Fort Moultrie was originally built in 1776 at the beginning of the hostilities with Great Britain. It was built to defend Charleston Harbor. The original fort was hastily built with a double wall of Palmetto logs and a layer of dirt between the two walls. When the British fleet arrived in Charleston Harbor on June 28, 1776, thinking to easily take the “undefended” city, the Patriot soldiers at the fort used their 30 cannon to drive off the 200 guns of the British fleet. The British cannonballs bounced harmlessly off the spongy Palmetto walls of the fort. This is why there is a Palmetto tree on the South Carolina state flag! When the British attacked Charleston again in 1779, they wisely bypassed Fort Moultrie and beseiged the city from the land around it.
The original palmetto fort was mostly gone by the time the United States government decided it needed a series of forts along the Atlantic coastline. A second Fort Moultrie was completed in 1798, but it was destroyed by a hurricane in 1804. In 1809 a new, sturdier, brick fort was built in its place which served during the War of 1812. A series of forts was built around Charleston Harbor, meant to complement each other and prevent ships from reaching the city: Fort Moultrie, Fort Sumter, Fort Johnson, and Castle Pinckney.
The greatest use of all four forts was during the Civil War when the three smaller forts combined to attack Fort Sumter in the opening shots of the Civil War. The rebel soldiers drove off the federal forces and Charleston would remain in southern hands through the war. By the end of the Civil War, however, all the forts had been blasted into oblivion by Union cannon.

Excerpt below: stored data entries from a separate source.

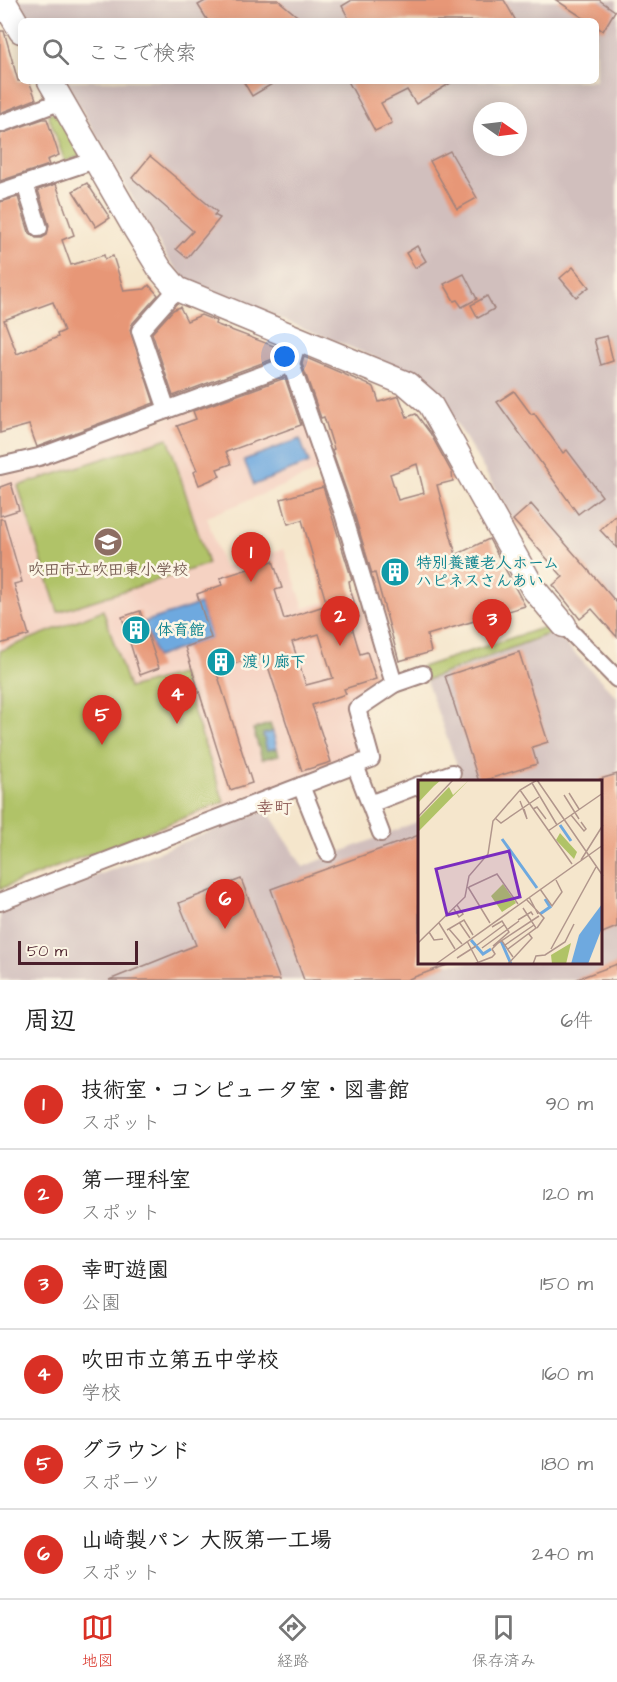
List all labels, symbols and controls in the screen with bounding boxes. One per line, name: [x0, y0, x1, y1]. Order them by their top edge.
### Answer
search box: [18, 18, 599, 84]
icon: search: [39, 35, 72, 68]
text: ここで検索: [87, 38, 197, 69]
north arrow: [473, 102, 527, 156]
your location: [270, 342, 299, 371]
school or university icon: 吹田市立吹田東小学校: [92, 526, 124, 558]
pin: 1: [232, 532, 270, 582]
place label: 特別養護老人ホーム ハピネスさんあい: [416, 552, 559, 592]
building icon: 特別養護老人ホーム ハピネスさんあい: [379, 556, 411, 588]
place label: 吹田市立吹田東小学校: [28, 559, 188, 581]
pin: 2: [320, 596, 360, 646]
pin: 3: [472, 600, 512, 649]
building icon: 体育館: [120, 614, 152, 646]
place label: 体育館: [157, 619, 205, 641]
building icon: 渡り廊下: [205, 646, 237, 678]
place label: 渡り廊下: [242, 651, 306, 673]
pin: 4: [158, 674, 196, 724]
pin: 5: [82, 696, 122, 745]
inset map: [418, 780, 602, 965]
district label: 幸町: [256, 796, 292, 821]
pin: 6: [206, 880, 244, 929]
scale bar: [18, 938, 138, 965]
text: 50 m: [27, 940, 67, 962]
text: 周辺: [24, 1003, 76, 1039]
text: 6件: [560, 1007, 593, 1035]
text: 技術室・コンピュータ室・図書館: [81, 1075, 409, 1106]
text: 1: [42, 1090, 45, 1118]
text: 90 m: [545, 1090, 593, 1118]
text: スポット: [81, 1109, 161, 1137]
text: 第一理科室: [81, 1165, 191, 1196]
text: 2: [38, 1180, 49, 1208]
text: 120 m: [543, 1180, 593, 1208]
text: スポット: [81, 1199, 161, 1227]
text: 幸町遊園: [81, 1255, 169, 1286]
text: 3: [38, 1270, 49, 1298]
text: 150 m: [540, 1270, 593, 1298]
text: 公園: [81, 1289, 121, 1317]
text: 吹田市立第五中学校: [81, 1345, 279, 1376]
text: 4: [37, 1360, 50, 1388]
text: 160 m: [542, 1360, 593, 1388]
text: 学校: [81, 1379, 121, 1407]
text: グラウンド: [81, 1435, 191, 1466]
text: 5: [36, 1450, 51, 1478]
text: 180 m: [541, 1450, 593, 1478]
text: スポーツ: [81, 1469, 161, 1497]
text: 山崎製パン 大阪第一工場: [81, 1525, 332, 1556]
text: 6: [37, 1540, 50, 1568]
text: 240 m: [532, 1540, 593, 1568]
text: スポット: [81, 1559, 161, 1587]
tab: 地図: [81, 1611, 114, 1672]
tab: 経路: [276, 1611, 309, 1672]
tab: 保存済み: [472, 1611, 536, 1672]

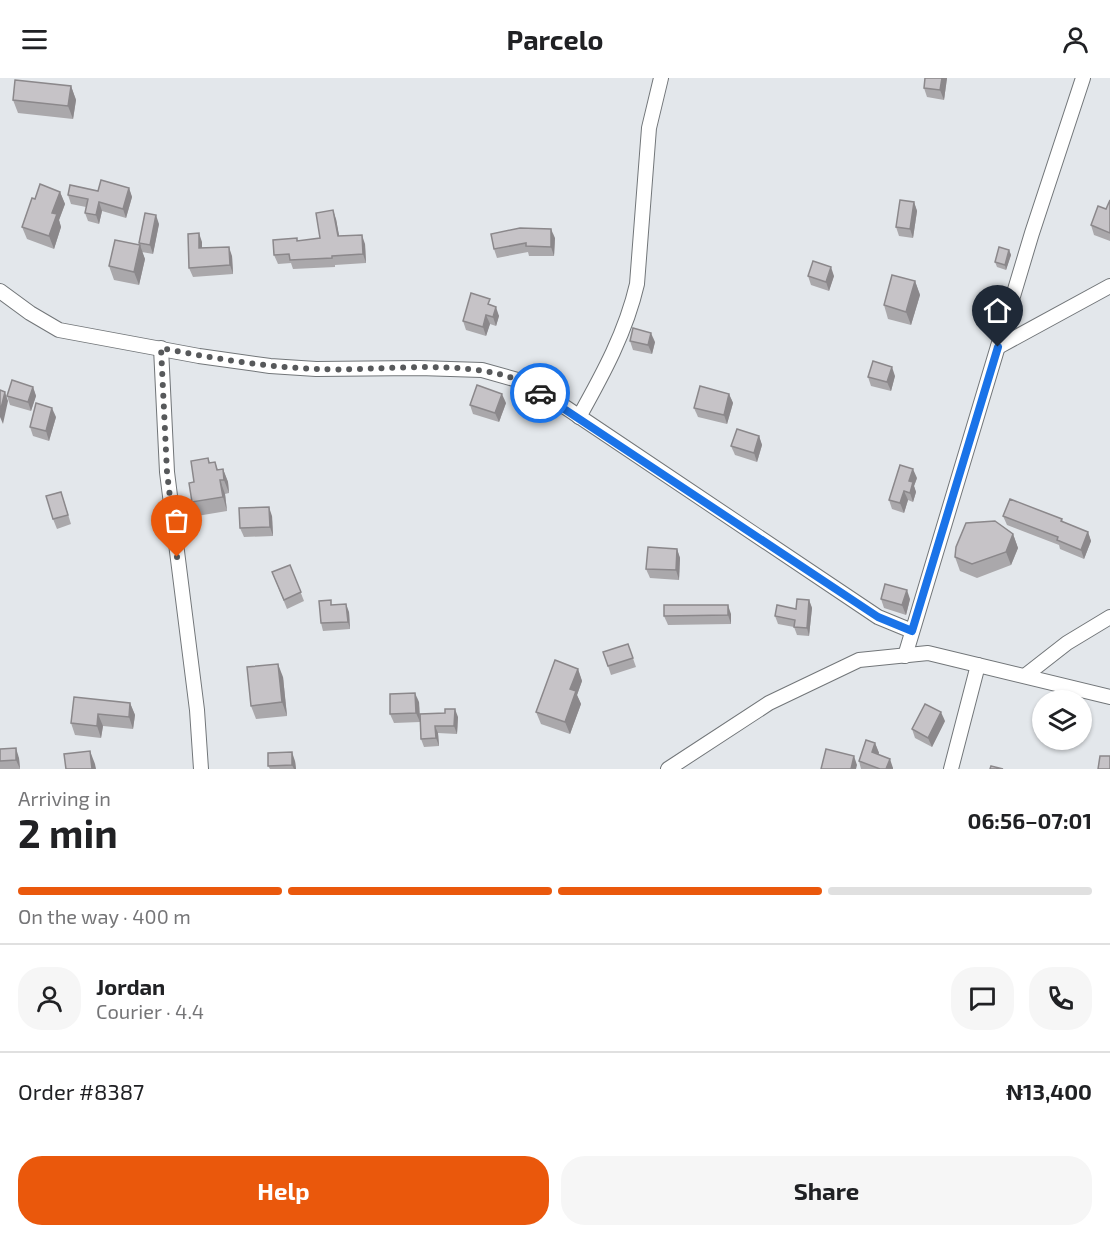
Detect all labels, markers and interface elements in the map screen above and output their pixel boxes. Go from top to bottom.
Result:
icon: menu [18,23,51,56]
text: Parcelo [507,23,603,55]
icon: person [1059,23,1092,56]
pin [972,285,1023,347]
icon: home [981,294,1014,327]
courier [510,363,570,423]
icon: car [524,377,557,410]
pin [151,495,202,557]
icon: bag [160,504,193,537]
map controls [1032,690,1092,750]
button: layers [1032,690,1092,750]
text: Arriving in [18,786,111,810]
text: 06:56–07:01 [968,807,1092,833]
text: 2 min [18,809,118,856]
text: On the way · 400 m [18,904,191,928]
button: person [18,967,81,1030]
button: chat [951,967,1014,1030]
button: phone [1029,967,1092,1030]
text: Jordan [96,973,165,999]
text: Courier · 4.4 [96,999,204,1023]
text: Order #8387 [18,1078,144,1104]
text: ₦13,400 [1006,1078,1092,1104]
button: Help [18,1156,549,1225]
button: Share [561,1156,1092,1225]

Fort Moultrie was modernized in the 1870’s with huge new cannon. Magazines and bombproofs were built of thick concrete and buried under tons of earth. As war technology changed, harbor defense became more complicated. During World War I and II, Fort Moultrie was used largely as an observation post watching for submarines and equipped with anti-aircraft guns.
Today a tour of Fort Moultrie takes you through the history of coastal defense, from the original palmetto fort through the observation station of World War II. You can see how the technology of defense changed over time and see a hint of each of the fort’s manifestations in the waysides. They also explain why the fort was abandoned when we entered the age of nuclear technology.
Tom and I enjoyed our visit to Fort Moultrie very much. We thought it was much more interesting than Fort Sumter and hope that people will make a point of visiting, even if it is “just a division” of Fort Sumter.